Ray Foster's animals, like this $70 blowfish, were charmers

It's always hard, at Hawthorn Hollow's annual Walk in the Woods Art Fair, to choose a focal point. Is it the canopy of trees, the lovely walk in the woods, the beauty of the nature sanctuary and arboretum?

Or is it the eclectic and original art work by more than three-score artisans -- many of whom bring a sly sense of humor to their craftsmanship?

Well, of course it's both ... but today let's focus on some of the more interesting art... like, for example, this hand-carved anatomically correct cane that Diana Roulo of Kenosha walked off with. Yes, it was a pricey $250, but she could barely get it off the grounds, so many people stopped her to ask for a closer look. Look closely at that handle: there's a detailed, grinning skull inside it!

The cane was carved by Denny Bell of Pleasant Prairie, right, a former pipefitter, who's been carving for about 12 years. Bell is notable for something else: the Memorial Presentation Cane he and other members of the Wildlife Carving Club of Racine/Kenosha carve for any Wisconsin veteran who has suffered a leg injury in Iraq or Afghanistan since 9/11. The offer is extended to include the family of any Wisconsin veteran who lost their life in the same period.

The canes are presented free of cost -- and that includes shipping. Like the cane Denny is holding, they have a Bald Eagle "topper" carved by a member of the club; the shafts are made of a variety of materials and designs, personalized as the owner would like with name, date, branch of service, a flag..."Let us know what you would like and we will try to put it on the cane for you," the club says. So far, more than 70 of these canes -- decorative gestures of honor not intended as an orthopedic device -- have been presented.

The Wildlife Carving Club meets at River Bend Nature Center on the third Thursday of every month; carving begins at 6 p.m. and the meeting -- often with a demonstration -- begins at 7 p.m. All are welcome. (But keep in mind: if you cut yourself while carving, you have to wear the club's carved cut thumb pendant until someone else "earns" the honor.)

Below, some of the other interesting things we spotted during our walk in the woods.

Julie Schilf made this sly sun hanging, just $35.

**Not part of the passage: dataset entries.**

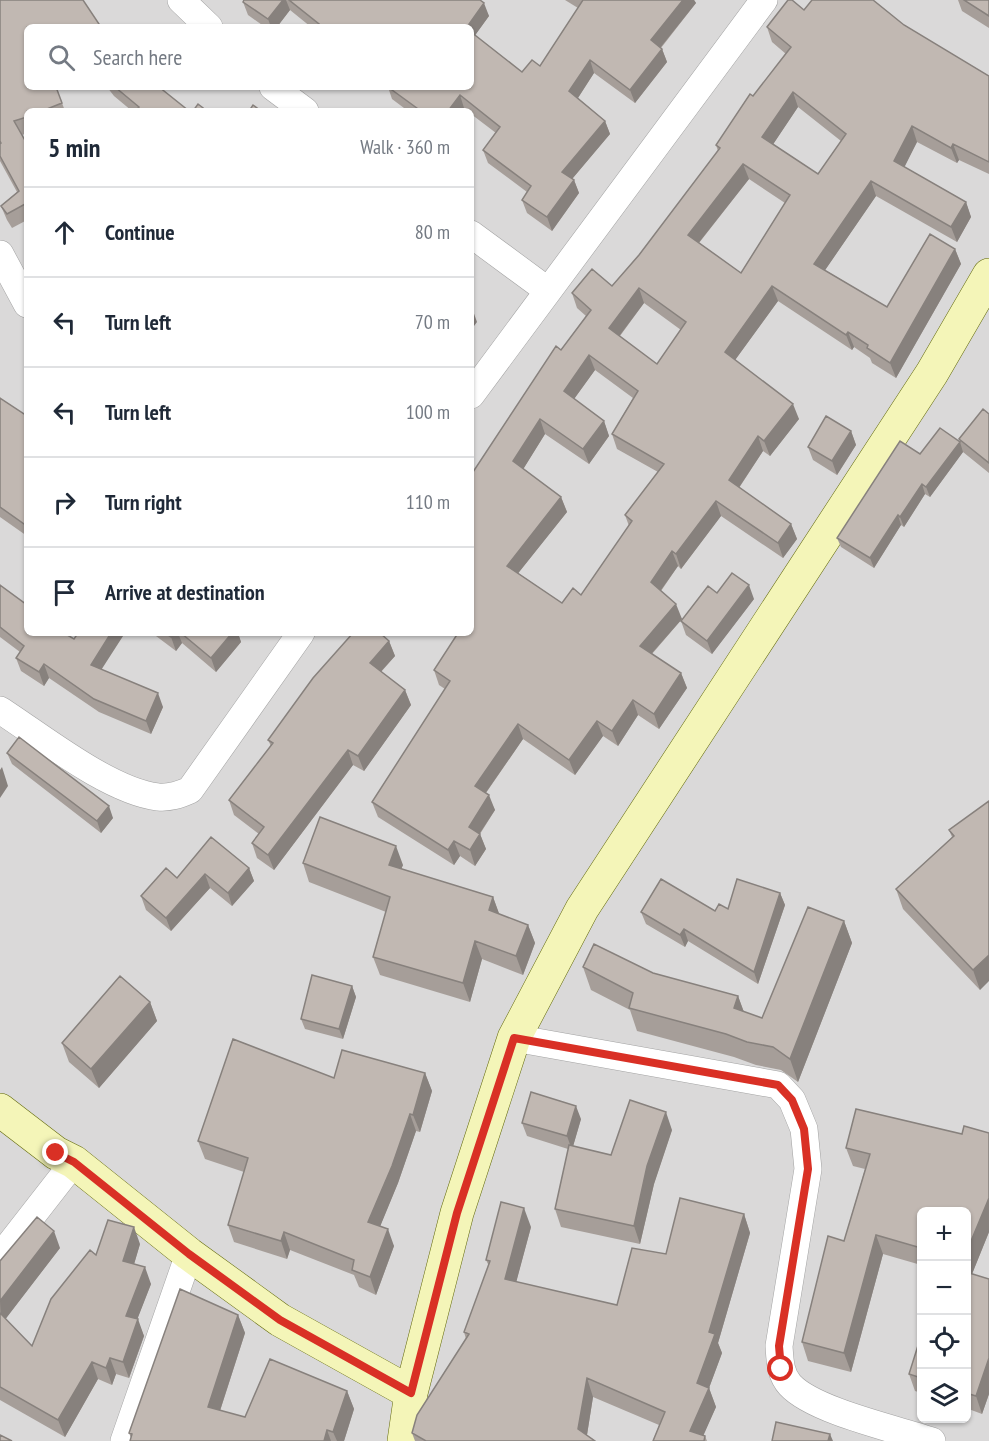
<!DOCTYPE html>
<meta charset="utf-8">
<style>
body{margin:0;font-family:"PT Sans Narrow",sans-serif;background:#f6f6f7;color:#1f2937}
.controls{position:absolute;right:18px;bottom:18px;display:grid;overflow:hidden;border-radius:9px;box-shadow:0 2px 4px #0004}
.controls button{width:54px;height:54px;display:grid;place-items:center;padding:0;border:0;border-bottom:2px solid #e0e1e3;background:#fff;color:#1f2937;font:30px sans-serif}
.stop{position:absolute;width:18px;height:18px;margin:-14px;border:4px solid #d93025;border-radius:50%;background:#fff}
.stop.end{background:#d93025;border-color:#fff;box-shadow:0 2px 6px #0008}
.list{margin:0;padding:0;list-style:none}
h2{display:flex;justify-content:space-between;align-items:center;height:78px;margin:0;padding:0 24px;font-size:26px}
h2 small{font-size:20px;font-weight:400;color:#747a83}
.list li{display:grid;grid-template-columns:39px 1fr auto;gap:18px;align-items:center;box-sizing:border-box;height:90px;padding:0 24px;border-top:2px solid #e0e1e3}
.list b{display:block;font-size:22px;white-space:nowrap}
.list em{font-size:20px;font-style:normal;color:#747a83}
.icon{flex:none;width:33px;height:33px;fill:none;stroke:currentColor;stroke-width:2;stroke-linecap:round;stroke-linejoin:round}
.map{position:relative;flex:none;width:989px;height:1441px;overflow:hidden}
.search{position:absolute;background:#fff;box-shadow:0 2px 4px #0004;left:24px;top:24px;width:450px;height:66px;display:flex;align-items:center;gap:15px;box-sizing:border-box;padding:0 21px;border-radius:9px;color:#747a83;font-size:22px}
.panel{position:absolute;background:#fff;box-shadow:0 2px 4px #0004;left:24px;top:108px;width:450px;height:528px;border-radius:9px}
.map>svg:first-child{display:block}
.residential{fill:#dad9d9;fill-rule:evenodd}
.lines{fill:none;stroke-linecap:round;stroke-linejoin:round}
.street-casing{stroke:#a3a3a3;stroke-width:28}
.secondary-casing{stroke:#636a0c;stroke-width:34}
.street{stroke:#fff;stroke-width:27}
.secondary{stroke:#f4f5b8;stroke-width:33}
.wall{fill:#a69e99;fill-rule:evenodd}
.shaded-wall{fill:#87817d}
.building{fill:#c1b8b2;stroke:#87817d;stroke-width:1.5;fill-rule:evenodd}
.route{stroke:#d93025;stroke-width:8}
</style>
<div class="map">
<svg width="989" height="1441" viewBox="0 0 989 1441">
<rect width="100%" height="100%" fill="#ece9e2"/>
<!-- residential -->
<path class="residential" d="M0,0h989v1441h-989zM27,27h444v60h-444zM27,111h444v522h-444zM922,1212h44v206h-44z"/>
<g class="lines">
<!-- street casing -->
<g class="street-casing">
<path id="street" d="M181,0l28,27
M273,87l32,24
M471,234l76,56
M0,254l27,50
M471,395l293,-395
M0,710c42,27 109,81 158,87 12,1 21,-2 32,-7l111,-157
M514,1038l264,47 14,15 12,29 4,40 -29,177c1,14 1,28 11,39 24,26 106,44 142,56
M0,1257l74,-95
M124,1441l65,-187"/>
</g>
<!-- secondary casing -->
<g class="secondary-casing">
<path id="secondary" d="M0,1110l56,43 18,9 115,92 91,66 131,73
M404,1441l7,-48 46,-180 57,-175 68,-129 350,-536 57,-98"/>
</g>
<!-- street -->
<use href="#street" class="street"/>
<!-- secondary -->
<use href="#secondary" class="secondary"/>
</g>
<!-- wall -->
<path class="wall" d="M0,0l27,27 29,60 9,24h-38v22l-5,2 5,9v76l-15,8 -5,-8 -6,-14 16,-14 -17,-31z
M244,0h236l9,16 -14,19 47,37 18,-6 38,-58 -13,-8h129l2,3 -35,45 1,1 5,13 -32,41 -41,-30 -16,25 27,23 5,13 -38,45 2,1 5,13 -27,38 -25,-18 -5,-13 5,-8 -39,-29 -5,-13 13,-17 -25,-19v-3h-3l-4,-3 -2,3h-54l-16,-12 -4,-12h83v-60h-160l-21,-17 -13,17h-12l-17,-12 -5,-13z
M958,0h31v28l-27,-17z
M804,10l100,15 85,51v98l-30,-14 -2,3 -40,-21 -13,25 62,35 5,15 -14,25 -81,-46 -51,74 62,37 68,-58 6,15 -65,114 -24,-15 -2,-5 -16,-11 -2,3 -74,-49 -43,59 64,59 -29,37 -7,-5 -24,37 52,36 6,15 -14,19 -62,-42 -40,53 -3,-3 -17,25 21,28 -30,35 29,19 6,15 -28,41 -21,-14 -20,31 -15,-10 -28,39 -52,-36 -37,54 9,17 -15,24 6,15 -11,17 -15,-10 -6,9 -76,-48 -6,-15 73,-113 -6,-4 -5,-15 37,-37 90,-283 25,-34 -9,-8 -5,-15 40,-7 27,-31 79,-104 -2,-6 70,-91 -14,-12 -5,-15zM798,107l43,34 -23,33 -45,-30zM749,179l36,24 -44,70 -42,-30zM644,303l37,27 -24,34 -37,-28zM595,370l38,28 -21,36 5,15 41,23 -33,43 4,11 -48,69 -19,8 -44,-30 49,-61 -6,-15 -38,-28 22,-35 44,30 20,-28 -5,-15 -30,-22z
M107,87h52l30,24h-57l-18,-15z
M0,398l27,18v120l-27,-19z
M989,414v59l-26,-21 -33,45 -5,-3 -21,33 -3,-2 -27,43 -33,-21 -4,-9 123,-96 -1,-3z
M851,431l5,14 -19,30 -24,-15 -5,-13z
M0,585l27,48 74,36 62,38 -12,27 -52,-22 -50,-34 -5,8 -23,-15 -5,-13 4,-6 -20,-15z
M717,593l37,6 -42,55 -26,-19 -5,-14z
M152,633h86l3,9 -25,30 -34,-29 -6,8z
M389,641l6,15 -14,16 24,18 6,15 -47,66 -11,-6 -79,105 -17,-12 -5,-15 7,-9 -25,-19 -5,-15 42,-54 -3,-6z
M7,753l106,65 -12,15 -89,-69z
M989,801l-9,189 -77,-81 -7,-20 56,-52 -3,-7z
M303,863l100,2 -2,4 92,28 6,17 29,11 7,18 -12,32 -41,-16 -12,43 -90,-27 -7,-18 13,-45 -77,-30z
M249,868l5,13 -22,25 -22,-18 -39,43 -25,-21 -5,-14 36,-18z
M780,893l5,12 -27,79 -70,-43 -3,6 -39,-23 -5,-12 74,-1 13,-2z
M844,921l8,22 -54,139 -17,-12 -25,-5 -22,-8 -97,-26 -7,-21 -39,-20 -8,-23 155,29 6,16 18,6z
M352,986l4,11 -13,42 -38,-10 -4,-10z
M150,1002l7,19 -58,67 -30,-26 -7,-19z
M425,1073l7,18 -12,41 -4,-1 -18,52 -18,43 14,20 -18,49 -17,-8 -5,-12 -64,-25 -3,9 -53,-17 -6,-17 16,-53 -39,-13 -7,-18 136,-63z
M856,1109l106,25 2,-8 25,7v99l-17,42 17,5v115l-7,20 -16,-6v-196h-45v53l-38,-11 -32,118 -43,-11 -6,-19 26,-106 16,5 21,-72 -12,-3 -7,-18z
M581,1119l-8,27 38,9 61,-25 -18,54 -14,60 -79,-17 -6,-18 13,-60 -41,-13 -5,-13z
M744,1214l6,19 -32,110 4,10 -13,35 7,19 -13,28 2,1 2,5h-54l6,-16 -66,-28 -6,38 8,6h-180l-3,-8 54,-94 -2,-7 25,-66 -3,-6 45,-33 -15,55 101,23 49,-51z
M140,1244l-6,20 17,20 -14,35 7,17 -15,42 -13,-4 -4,11 -14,-6 -33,58 -65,-37v-139l60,-13 -55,71 27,27 64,-91z
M238,1315l7,18 -25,78 25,6 102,-26 7,18 -10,32h-214l1,-3 -2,-5z
M921,1336v57l-6,-2 -6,-17z"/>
<!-- shaded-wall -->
<path class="shaded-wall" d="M283,0h3l4,10 -13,17h-6l-3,-8z
M683,0h11l2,3 -40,50 -5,-13z
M484,3l5,13 -18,25v-14h-4z
M662,49l5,13 -32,41 -5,-13z
M590,60l4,13 -20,31 -5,-13z
M793,92l5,15 -30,45 -6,-15z
M460,95l4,13 -2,3h-14z
M605,121l5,13 -43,51 -5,-13z
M912,126l5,16 -17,34 -6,-15z
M953,144l6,16 -2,3 -6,-15z
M743,164l6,15 -56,71 -5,-15z
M574,180l5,13 -27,38 -5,-14z
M871,181l5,15 -57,83 -5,-15z
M966,202l5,15 -14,25 -6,-15z
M955,249l6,15 -65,114 -6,-15z
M772,286l6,15 -48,66 -5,-15z
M639,288l5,15 -30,40 -5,-15z
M472,308l5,14 -6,8v-21z
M848,332l6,15 -2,3 -6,-15z
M589,355l6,15 -26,36 -5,-15z
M793,404l6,15 -29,37 -6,-15z
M540,419l5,15 -26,42 -6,-15z
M604,421l5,15 -20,28 -6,-15z
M851,431l5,14 -19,30 -5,-14z
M758,436l5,15 -29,44 -5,-15z
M960,442l3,10 -33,45 -4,-10z
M922,484l3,10 -21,33 -4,-10z
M561,497l6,15 -55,69 -5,-15z
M716,501l5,15 -40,53 -5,-15z
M898,515l3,10 -27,43 -4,-10z
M791,524l6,15 -14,19 -5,-15z
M672,551l6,15 -22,31 -5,-15z
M749,585l5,14 -42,55 -5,-13z
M676,604l6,15 -37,42 -5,-15z
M111,633h14l-29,45 -5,-13z
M174,633h4l4,10 -6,8 -5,-14z
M232,633h6l3,9 -25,30 -5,-14z
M389,641l6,15 -20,22 -5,-15z
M44,664l5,14 -5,8 -5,-14z
M681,673l6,15 -28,41 -5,-15z
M405,690l6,15 -47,66 -6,-15z
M158,693l5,14 -12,27 -5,-13z
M633,700l5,15 -20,31 -6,-15z
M597,721l6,15 -28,39 -6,-15z
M518,724l5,15 -43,62 -5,-15z
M348,750l5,15 -79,105 -6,-15z
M2,767l6,19 -8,12v-28z
M489,795l6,15 -21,32 -5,-15z
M109,806l4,12 -12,15 -4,-12z
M480,834l6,15 -11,17 -5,-16z
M454,841l6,15 -6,9 -6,-15z
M396,846l7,19 -8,18 -6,-18z
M249,868l5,13 -22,25 -4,-13z
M205,874l5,14 -39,43 -5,-13z
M780,893l5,12 -27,79 -4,-12z
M493,897l7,19 -11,-6z
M844,921l8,22 -54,139 -8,-23z
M528,925l7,18 -12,32 -7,-19z
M684,929l4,12 -3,6 -5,-12z
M475,941l7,18 -12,43 -7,-19z
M989,955v26l-9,9 -7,-20z
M352,986l4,11 -13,42 -4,-10z
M738,996l8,22 -12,-10z
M150,1002l7,19 -58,67 -8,-19z
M425,1073l7,18 -12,41 -7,-17z
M576,1106l5,13 -9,31 -5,-14z
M666,1112l6,18 -18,54 -14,60 -6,-18 13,-60z
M410,1114l6,17 -18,52 -23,56 -7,-17z
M989,1198v34l-19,47 -4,-10v-16z
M524,1208l7,19 -19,71 -7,-19z
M744,1214l6,19 -32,110 4,10 -13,35 7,19 -15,34 -11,-10 7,-48 12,-51z
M134,1227l6,17 -10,34 -7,-17z
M388,1229l6,17 -18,49 -6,-18z
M54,1231l6,17 -59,77 -1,-24z
M284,1232l6,18 -3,9 -6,-18z
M876,1235l7,19 -32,118 -7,-19z
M145,1267l6,17 -19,49 -6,-17z
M238,1315l7,18 -30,93 -7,-19z
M138,1319l6,17 -15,42 -6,-16z
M110,1358l6,16 -4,11 -6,-17z
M989,1358v36l-7,20 -6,-18z
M92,1362l6,17 -33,58 -7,-17z
M587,1378l6,19 -7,44 -8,-12z
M347,1391l7,18 -10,32h-7l-4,-9z
M327,1430l4,11h-7z
M830,1434l3,7h-5z"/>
<!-- building -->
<path class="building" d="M0,0h83l18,27h-74v60h29l6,16 -20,8h-15v6l-13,4 13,23v59l-20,11 -6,-8 18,-15 -19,-35v-12l1,-1 -1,-2z
M244,0h39l-15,19 -25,-17z
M289,0h191l4,3 -17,24h-150l2,-3z
M582,0h101l-32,40 11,9 -32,41 -40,-30 -21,31 36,30 -43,51 12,8 -27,37 -25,-17 9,-14 -48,-36 17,-23 -40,-32 -12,16h-27l-33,-24h83v-55l51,40 10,-12 8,6 43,-66z
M788,0h4l12,10 8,-10h61l31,25 85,51v86l-36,-18 -2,4 -39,-22 -18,35 72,41 -15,25 -80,-46 -57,83 73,43 43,-73 25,15 -65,114 -23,-15 1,-3 -20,-13 -2,3 -74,-49 -47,66 68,52 -29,37 -6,-5 -29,44 62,44 -13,19 -62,-42 -40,53 -4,-3 -21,31 25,22 -36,42 41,27 -27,41 -21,-14 -21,31 -15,-10 -28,39 -51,-36 -43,62 14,9 -20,32 11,7 -10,16 -16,-9 -6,9 -76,-48 78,-121 -16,-11 24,-37h13v-158l85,-129 5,4 30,-40 -19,-17 20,-24 20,17 27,-31 81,-107 -4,-3 34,-51 3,2 38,-49 -24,-20zM793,92l53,42 -28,40 -56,-37zM743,164l47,31 -49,78 -53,-38zM639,288l47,34 -29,42 -48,-36zM589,355l49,36 -26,43 52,30 -39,51 7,6 -51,74 -8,-7 -11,15 -55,-37 54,-69 -48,-36 27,-42 43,30 21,-28 -40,-30z
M964,0h25v16z
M115,87h44l30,24h-54l4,-4z
M198,104l9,7h-14z
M253,105l8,6h-12z
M0,398l27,18v110l-27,-19z
M983,409l6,5v49l-30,-24z
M826,416l25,15 -19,30 -24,-14z
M940,428l20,14 -34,45 -4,-3 -22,33 -2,-2 -28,43 -33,-20 63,-97 20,13z
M732,573l17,12 -42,56 -26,-20 27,-35 9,7z
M0,585l27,20v28h37l10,6 4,-6h33l-20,32 67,28 -12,28 -52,-22 -50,-35 -5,8 -23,-14 8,-12 -24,-19z
M165,633h9l-3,4z
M181,633h51l-21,25z
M353,633h27l9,8 -19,22 35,27 -47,66 -10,-6 -80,105 -16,-12 12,-16 -35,-27 44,-57 -5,-3 45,-62z
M19,737l90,69 -12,15 -90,-68z
M989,801v154l-16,15 -77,-81 58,-53 -5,-6z
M320,817l76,29 -7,19 104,32 -4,13 39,15 -12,31 -41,-15 -12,42 -90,-26 17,-60 -87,-34z
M211,837l38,31 -21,25 -23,-19 -39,44 -25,-22 25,-28 11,10z
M661,879l54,32 4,-7 9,5 9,-30 43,14 -26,79 -70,-43 -4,6 -39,-23z
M808,907l36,14 -54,138 -17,-12 -26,-5 -21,-8 -97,-26 4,-15 -50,-26 11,-23 59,29 85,23 -4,12 28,10z
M312,975l40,11 -13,43 -38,-10z
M120,976l30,26 -59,67 -29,-26z
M233,1039l101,39 8,-28 83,23 -12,42 -3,-1 -18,52 -24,56 20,7 -18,48 -18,-7 2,-10 -70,-28 -3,9 -53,-16 20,-67 -50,-17z
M531,1092l45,14 -9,30 -45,-13z
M630,1100l36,12 -19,54 -13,60 -79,-17 14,-64 42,10z
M856,1109l106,25 2,-8 25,7v65l-23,55v-41h-45v36l-45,-13 -32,118 -42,-11 26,-106 16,5 26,-87 -24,-6z
M680,1198l64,16 -35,118 6,2 -18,49 12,5 -19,43 15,5 -1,5h-51l12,-29 -78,-34 -9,51 17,12h-169l-14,-8 5,-18 52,-81 -5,-2 26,-71 -4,-1 15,-58 23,6 -19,71 112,26 15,-57 34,6z
M37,1217l17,14 -54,70v-40z
M108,1220l26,7 -11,34 22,6 -19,49 12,3 -15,43 -13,-4 -4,10 -14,-6 -34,58 -58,-33v-74l32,33 19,-47 39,-49 6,5z
M966,1272l23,7v79l-13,38 -10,-3z
M180,1289l58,26 -30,92 37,10 25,-58 77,32 -14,41 -6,-2 -3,11h-194l2,-7 -3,-1z
M921,1336v42l-12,-4z
M776,1422l54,12 -2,7h-56z
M0,1435l12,6h-12z"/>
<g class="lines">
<!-- route -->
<path class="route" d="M56,1153l18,9 115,92 91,66 131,73 46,-180 57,-175 264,47 14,15 12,29 4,40 -29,177 2,23"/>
</g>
</svg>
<div class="controls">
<button>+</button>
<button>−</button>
<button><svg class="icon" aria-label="locate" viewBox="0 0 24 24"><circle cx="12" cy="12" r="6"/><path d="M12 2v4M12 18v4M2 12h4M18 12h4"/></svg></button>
<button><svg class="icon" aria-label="layers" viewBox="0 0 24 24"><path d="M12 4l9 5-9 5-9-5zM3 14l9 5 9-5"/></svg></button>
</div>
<div class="stop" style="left:781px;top:1369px"></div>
<div class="stop end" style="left:56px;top:1153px"></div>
<div class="search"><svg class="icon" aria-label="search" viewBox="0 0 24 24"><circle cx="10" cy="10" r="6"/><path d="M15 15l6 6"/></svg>Search here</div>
<section class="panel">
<h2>5 min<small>Walk · 360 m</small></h2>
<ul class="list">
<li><svg class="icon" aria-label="ahead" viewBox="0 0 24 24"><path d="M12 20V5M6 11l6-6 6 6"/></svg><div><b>Continue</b></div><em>80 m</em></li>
<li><svg class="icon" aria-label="left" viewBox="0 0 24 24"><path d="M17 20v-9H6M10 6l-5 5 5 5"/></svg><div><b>Turn left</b></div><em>70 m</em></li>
<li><svg class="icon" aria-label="left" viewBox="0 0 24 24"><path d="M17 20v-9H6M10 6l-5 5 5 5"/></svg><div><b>Turn left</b></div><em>100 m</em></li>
<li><svg class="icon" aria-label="right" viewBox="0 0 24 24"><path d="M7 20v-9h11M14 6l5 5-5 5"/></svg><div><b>Turn right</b></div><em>110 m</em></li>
<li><svg class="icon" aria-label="arrive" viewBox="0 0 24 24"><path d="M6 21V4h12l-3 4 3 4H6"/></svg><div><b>Arrive at destination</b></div></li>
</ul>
</section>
</div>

Debbie Radke brought Halloween garden creatures, about $60 each

Sue Huss of Elmhurst, IL, photographed these apple blossoms

Tammy Easton's large glass mosaic garden stakes were $135

Nicholas Rostagno's crystalline blue bowls were stunning,
and just $47. The Third Ward artist has master's degrees
in both glaze chemistry and studio ceramics, and created
the process he uses through long experimentation

Marilyn Jacobsen spun yarn, passing the skill to her granddaughter

Janet Erickson and her martini-glass bird feeders, $35

Mark Paffrath entertained with traditional and original compositions


  1. Nice article Pete! Thanks for your support for the Veterans Memorial Cane Project.


  2. This is a unique Art Fair in a setting that lends itself to the creativity of the artists. We try to go every year. I recommend it to everyone!!!